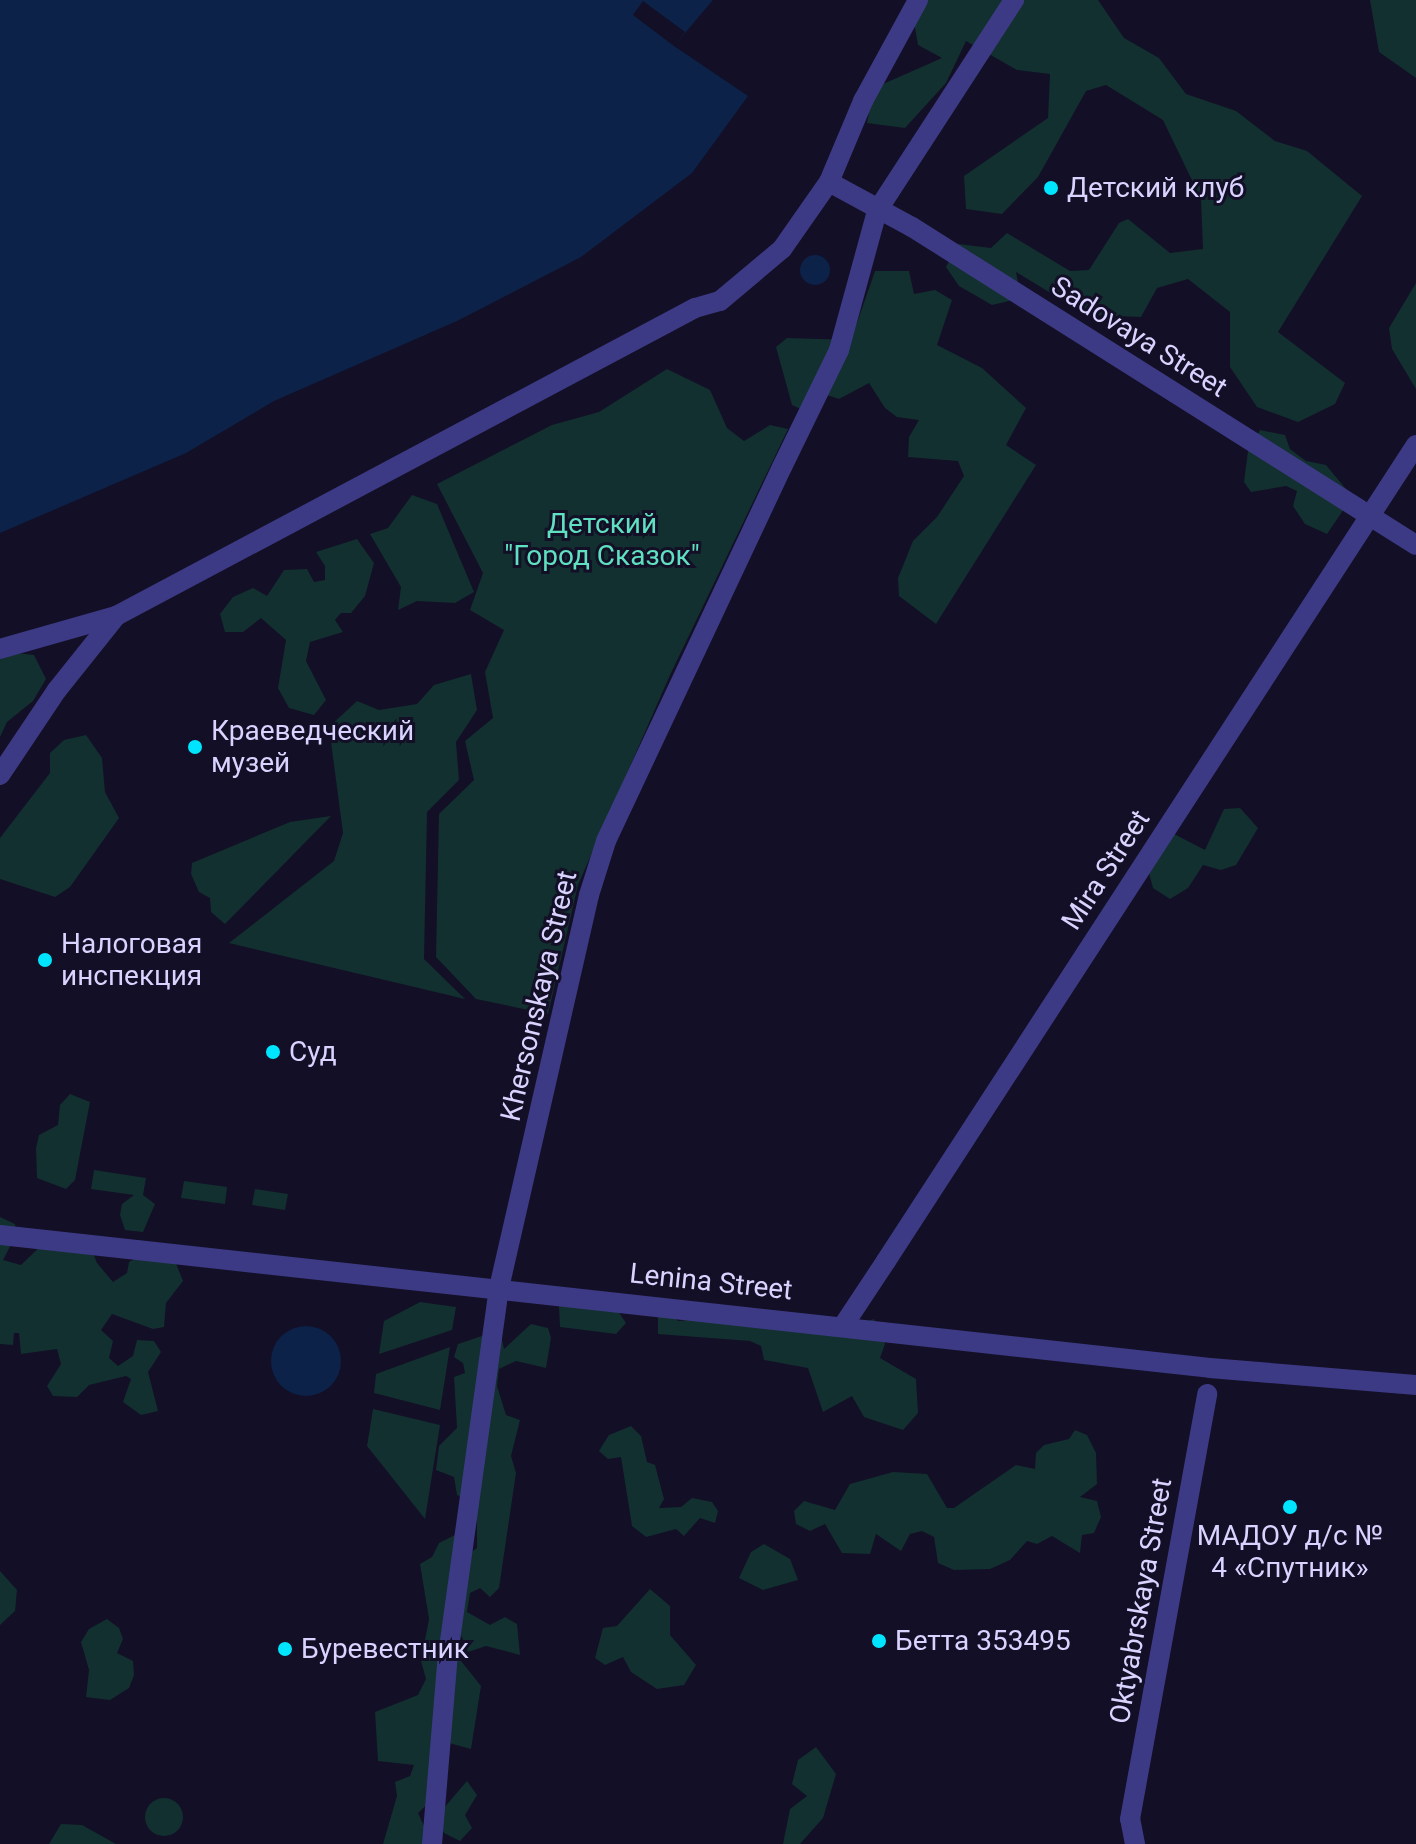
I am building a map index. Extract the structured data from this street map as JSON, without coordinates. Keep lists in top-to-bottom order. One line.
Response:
{"streets":{"street":["Sadovaya Street","Mira Street","Khersonskaya Street","Lenina Street","Oktyabrskaya Street"]},"crossings":[["Sadovaya Street","Mira Street"],["Sadovaya Street","Khersonskaya Street"],["Mira Street","Lenina Street"],["Khersonskaya Street","Lenina Street"],["Lenina Street","Oktyabrskaya Street"]],"parks":["Детский \"Город Сказок\""],"places":["Детский клуб","Краеведческий музей","Налоговая инспекция","Суд","МАДОУ д/с № 4 «Спутник»","Бетта 353495","Буревестник"]}
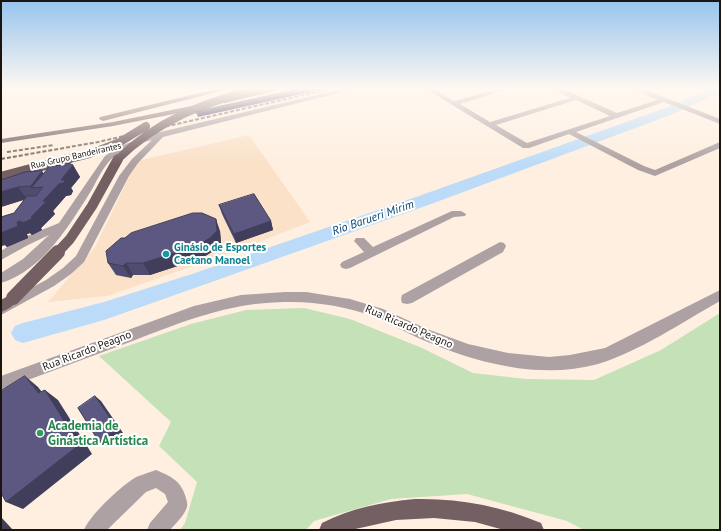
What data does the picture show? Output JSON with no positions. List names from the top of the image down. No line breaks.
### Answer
{"streets":{"street":["Rua Grupo Bandeirantes","Rua Ricardo Peagno"]},"water":["Rio Barueri Mirim"],"places":["Ginásio de Esportes Caetano Manoel","Academia de Ginástica Artística"]}
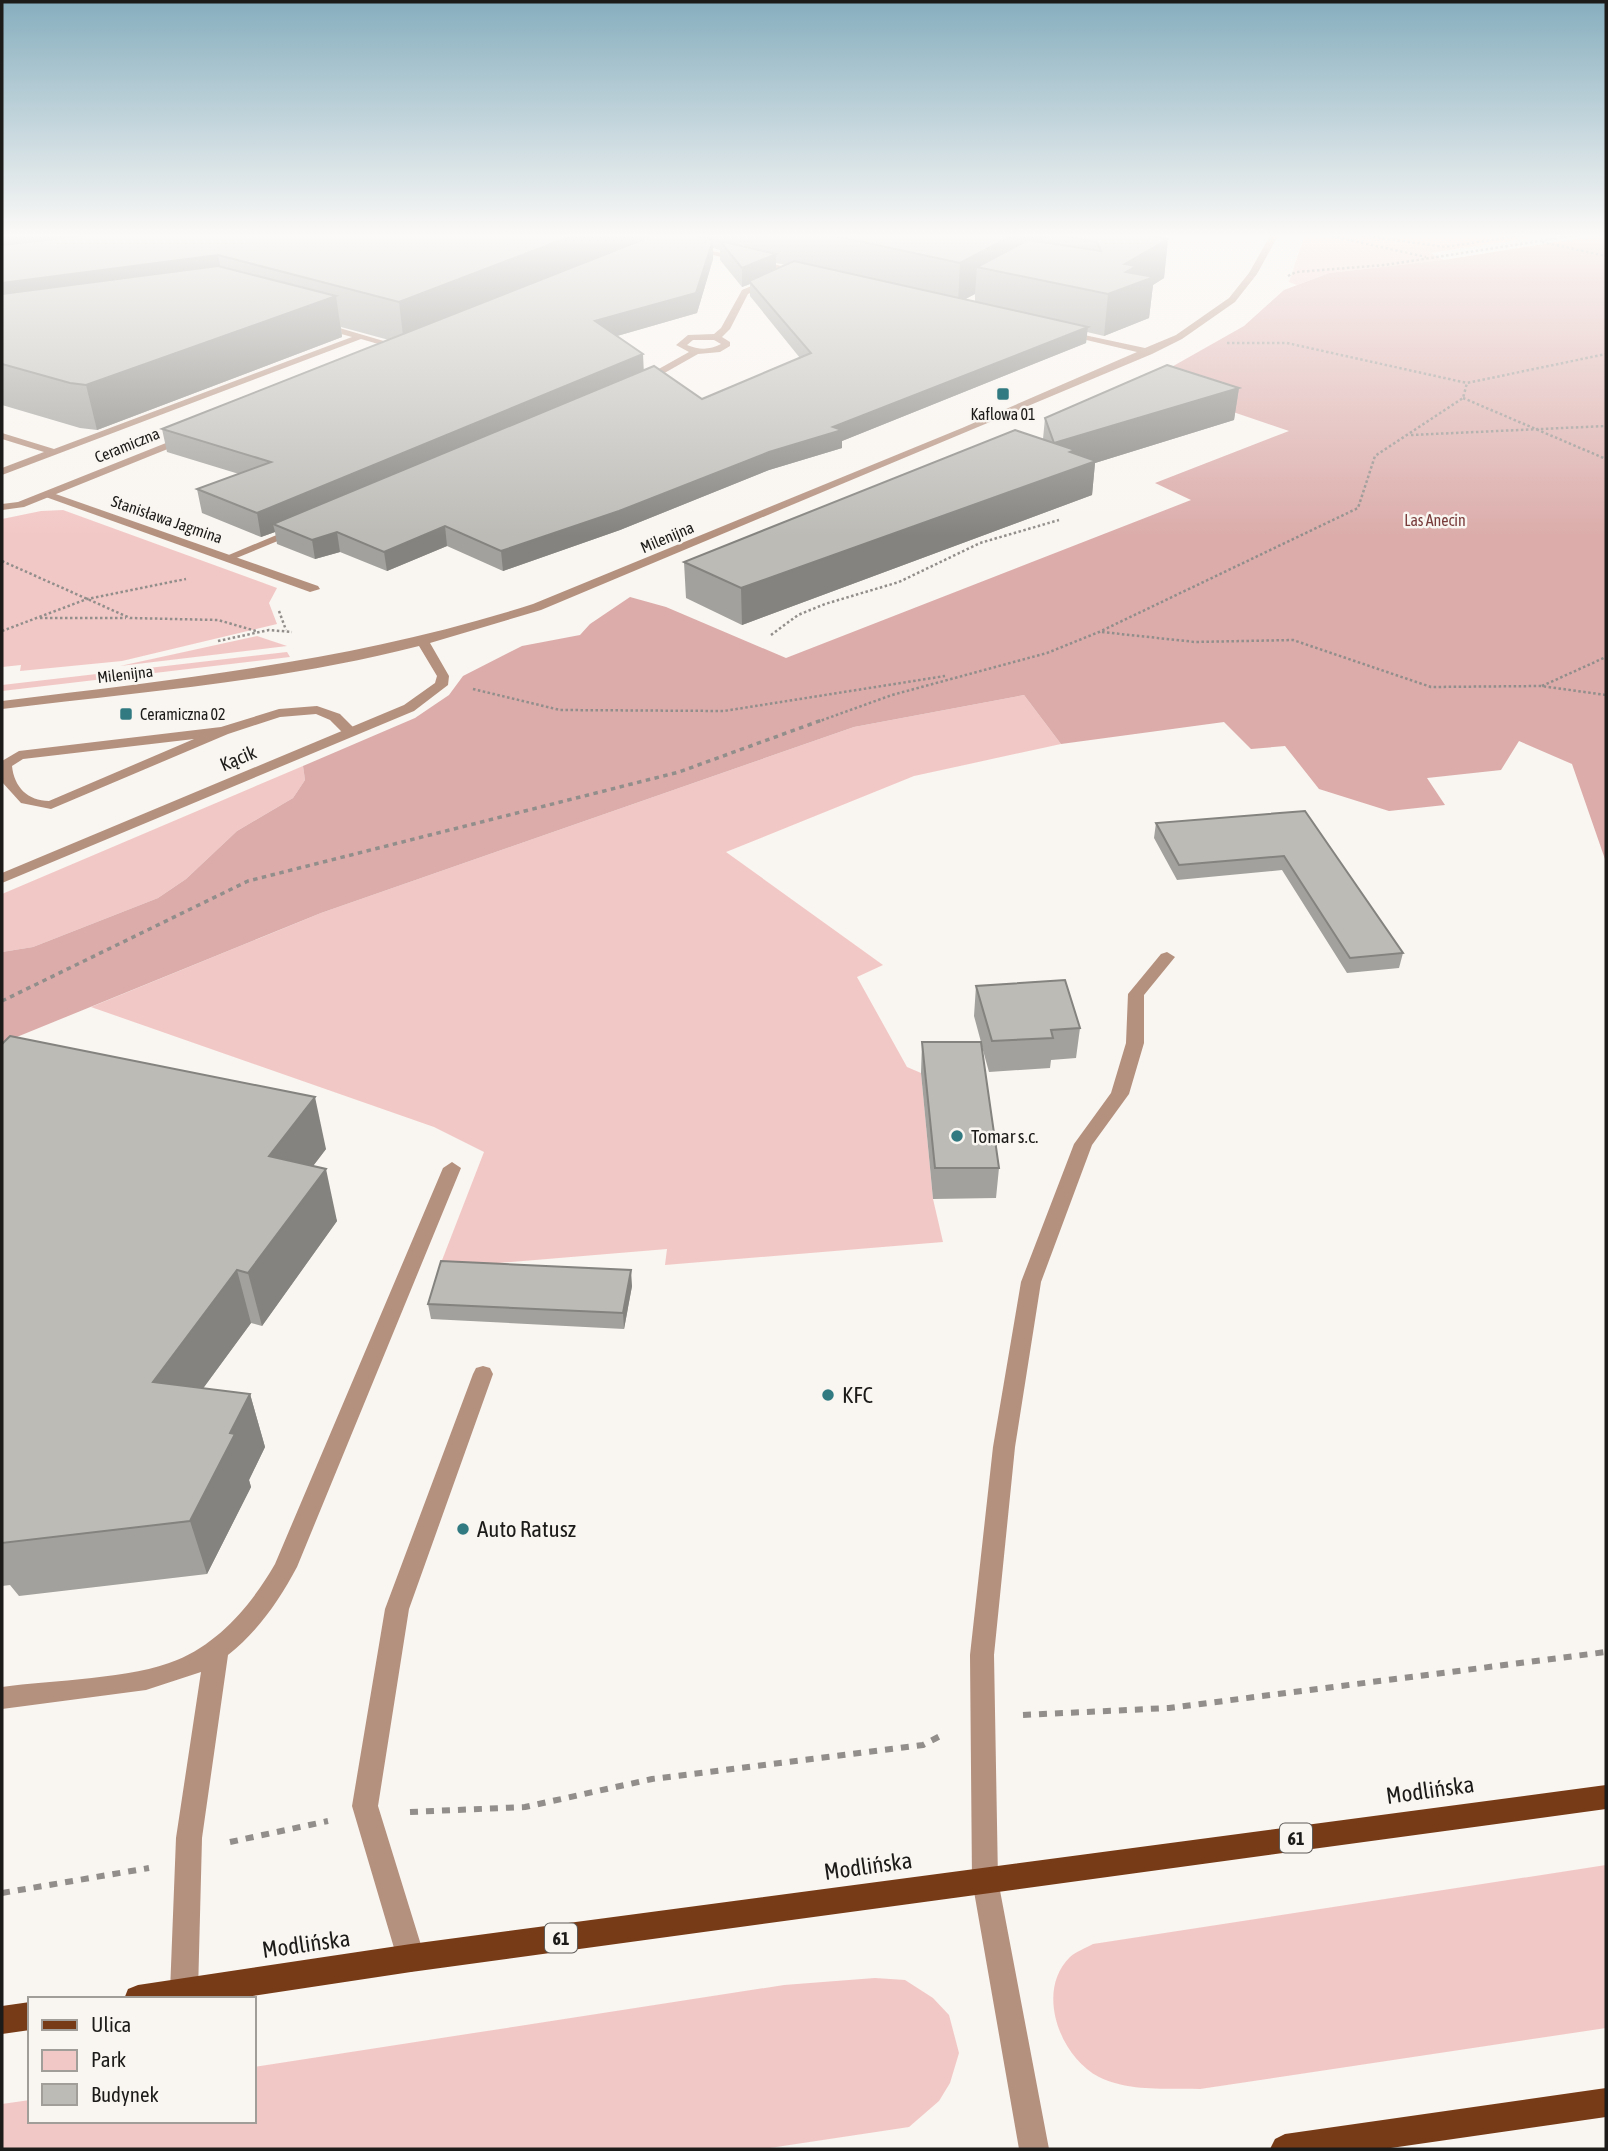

---

### Task to carry out
Restate, word for word and without pictures, the lines from the line containing "What data does" to the last line of the records above.

### Completed task
What data does the picture show? Output JSON with no positions. List names from the top of the image down. No line breaks.
### Answer
{"streets":{"street":["Rua Grupo Bandeirantes","Rua Ricardo Peagno"]},"water":["Rio Barueri Mirim"],"places":["Ginásio de Esportes Caetano Manoel","Academia de Ginástica Artística"]}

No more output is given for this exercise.